UK and S/Africa account for 65 per cent of Nigeria’s capital inflow in 9 months

The United Kingdom and South Africa led the list of source countries for Nigeria’s capital inflows between January and September 2021, jointly accounting for 64.9% of the total capital importation recorded by Nigeria in the review period. 

This is according to the capital importation report, released by the National Bureau of Statistics (NBS). 

Nigeria attracted a sum of $4.51 billion as capital inflows in the 9-months period of 2021, representing a 48% decline compared to $4.61 billion recorded in the corresponding period of 2020.

When compared to the pre-pandemic era, capital importation declined by 78% compared to $20.19 billion recorded in the same period of 2019. 

Meanwhile, most of the funds came into the country through the United Kingdom and South Africa, both jointly accounting for 64.9% of the total funds.

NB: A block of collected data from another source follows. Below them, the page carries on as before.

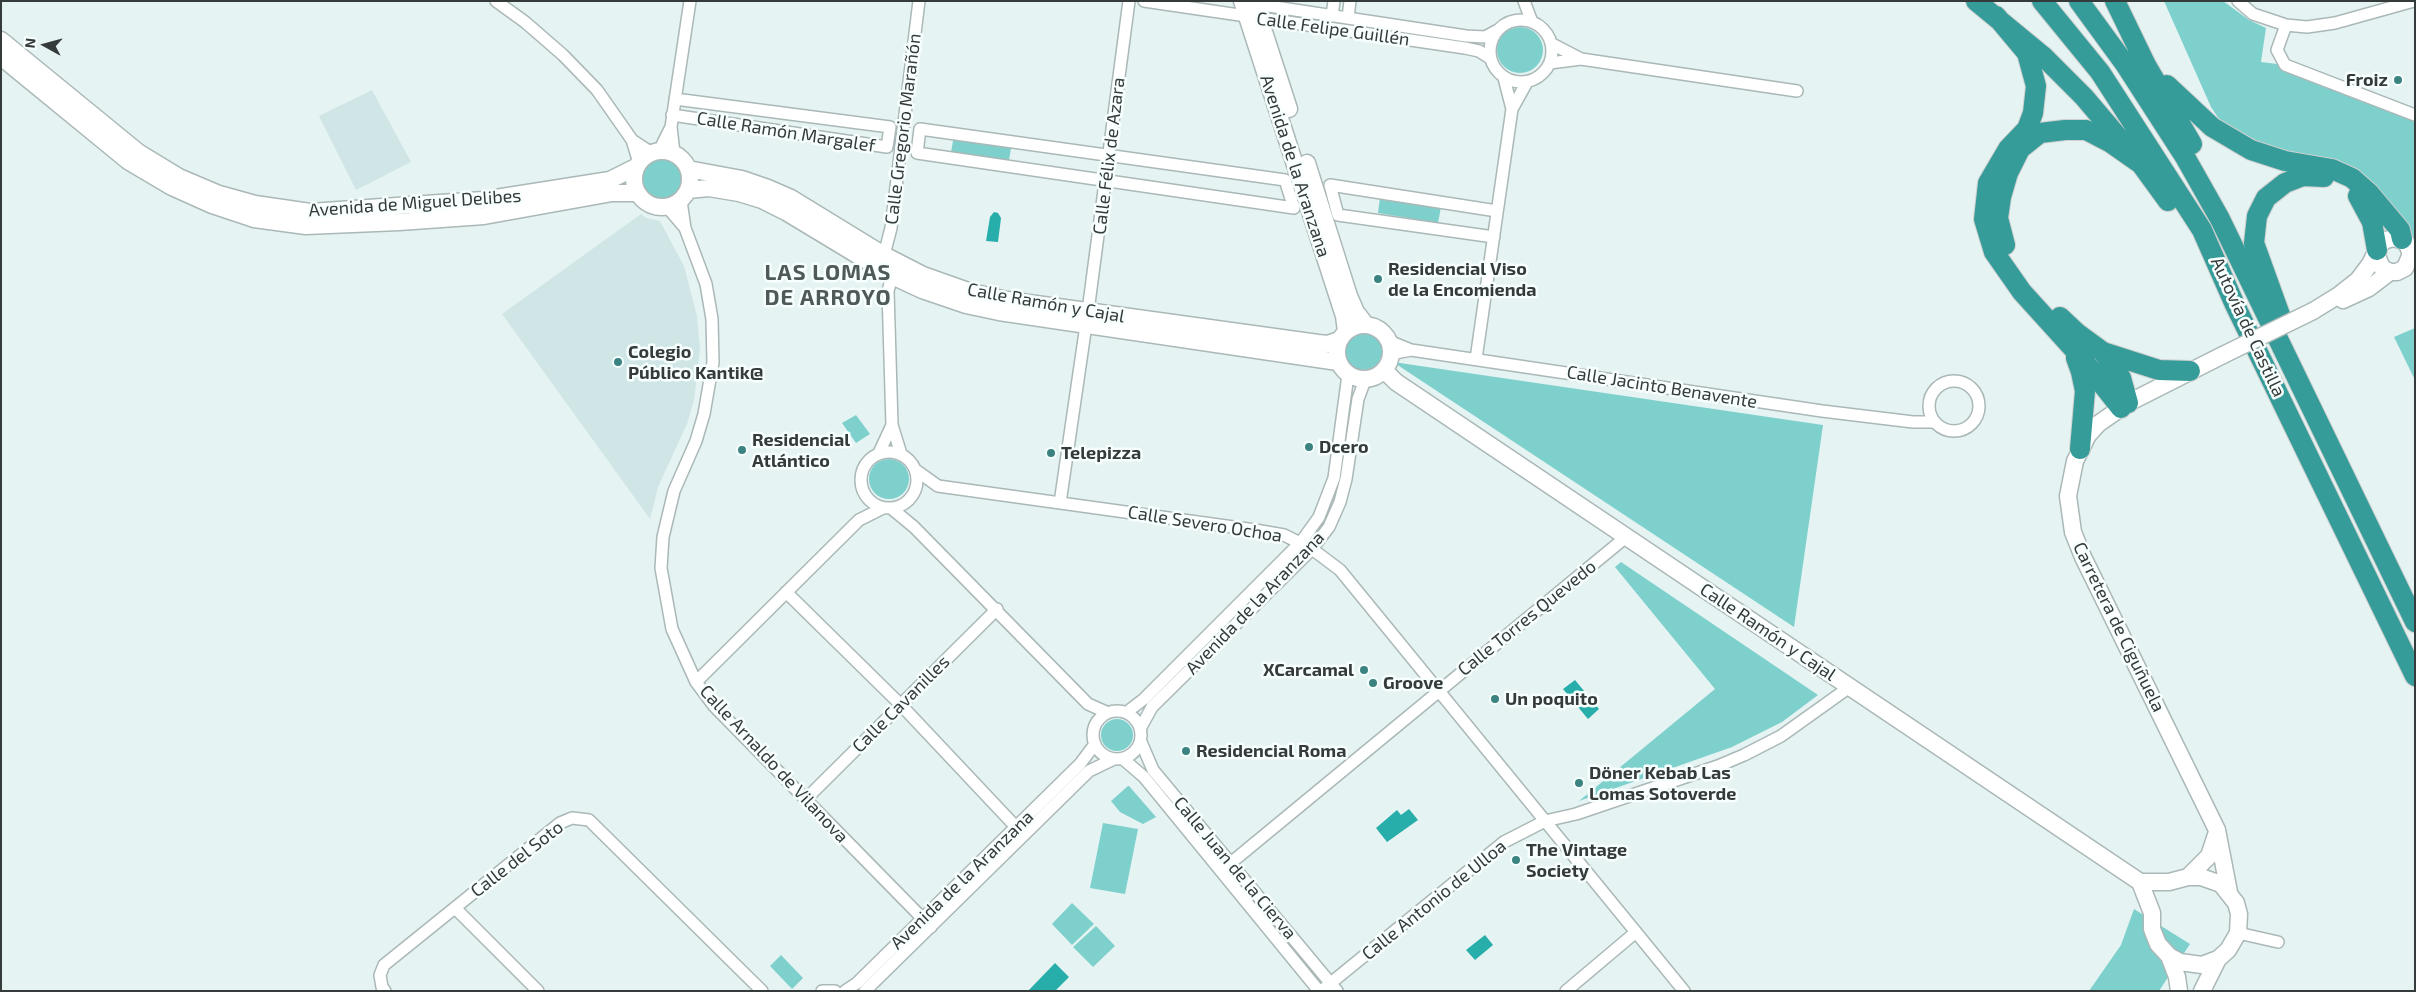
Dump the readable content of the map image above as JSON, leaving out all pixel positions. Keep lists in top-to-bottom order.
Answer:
{
  "streets": {
    "highway": ["Autovía de Castilla"],
    "street": [
      "Calle Felipe Guillén",
      "Calle Gregorio Marañón",
      "Calle Ramón Margalef",
      "Calle Félix de Azara",
      "Avenida de la Aranzana",
      "Avenida de Miguel Delibes",
      "Calle Ramón y Cajal",
      "Calle Jacinto Benavente",
      "Calle Severo Ochoa",
      "Calle Torres Quevedo",
      "Carretera de Ciguñuela",
      "Calle Cavanilles",
      "Calle Arnaldo de Vilanova",
      "Calle del Soto",
      "Calle Juan de la Cierva",
      "Calle Antonio de Ulloa"
    ]
  },
  "crossings": [
    ["Calle Felipe Guillén", "Avenida de la Aranzana"],
    ["Calle Gregorio Marañón", "Calle Ramón Margalef"],
    ["Calle Gregorio Marañón", "Calle Ramón y Cajal"],
    ["Calle Félix de Azara", "Calle Ramón y Cajal"],
    ["Calle Félix de Azara", "Calle Severo Ochoa"],
    ["Avenida de la Aranzana", "Calle Ramón y Cajal"],
    ["Avenida de la Aranzana", "Calle Jacinto Benavente"],
    ["Avenida de la Aranzana", "Calle Severo Ochoa"],
    ["Avenida de la Aranzana", "Calle Arnaldo de Vilanova"],
    ["Avenida de la Aranzana", "Calle Juan de la Cierva"],
    ["Avenida de Miguel Delibes", "Calle Ramón y Cajal"],
    ["Avenida de Miguel Delibes", "Calle Arnaldo de Vilanova"],
    ["Calle Ramón y Cajal", "Calle Jacinto Benavente"],
    ["Calle Ramón y Cajal", "Calle Torres Quevedo"],
    ["Calle Ramón y Cajal", "Calle Arnaldo de Vilanova"],
    ["Calle Ramón y Cajal", "Calle Antonio de Ulloa"],
    ["Calle Severo Ochoa", "Calle Torres Quevedo"],
    ["Calle Severo Ochoa", "Calle Antonio de Ulloa"],
    ["Calle Torres Quevedo", "Calle Juan de la Cierva"],
    ["Calle Cavanilles", "Calle Arnaldo de Vilanova"],
    ["Calle Juan de la Cierva", "Calle Antonio de Ulloa"]
  ],
  "districts": ["LAS LOMAS DE ARROYO"],
  "places": [
    "Froiz",
    "Residencial Viso de la Encomienda",
    "Colegio Público Kantik@",
    "Dcero",
    "Residencial Atlántico",
    "Telepizza",
    "XCarcamal",
    "Groove",
    "Un poquito",
    "Residencial Roma",
    "Döner Kebab Las Lomas Sotoverde",
    "The Vintage Society"
  ],
  "north": "left"
}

Nigeria received $2.16 billion from the United Kingdom in the review period, which accounted for 47.9% of the total inflows. 

Similarly, fellow African country and the second-largest economy on the continent, South Africa, which plays host to a number of large corporations operating in Nigeria, invested a sum of $768.4 million into Nigeria in the same period. 

However, their investments into the African giant’s economy have dwindled in recent times, partly attributable to the economic doldrums caused by the covid-19 pandemic, which has caused uncertainties around the investments and seen Nigeria attract lesser foreign investments. 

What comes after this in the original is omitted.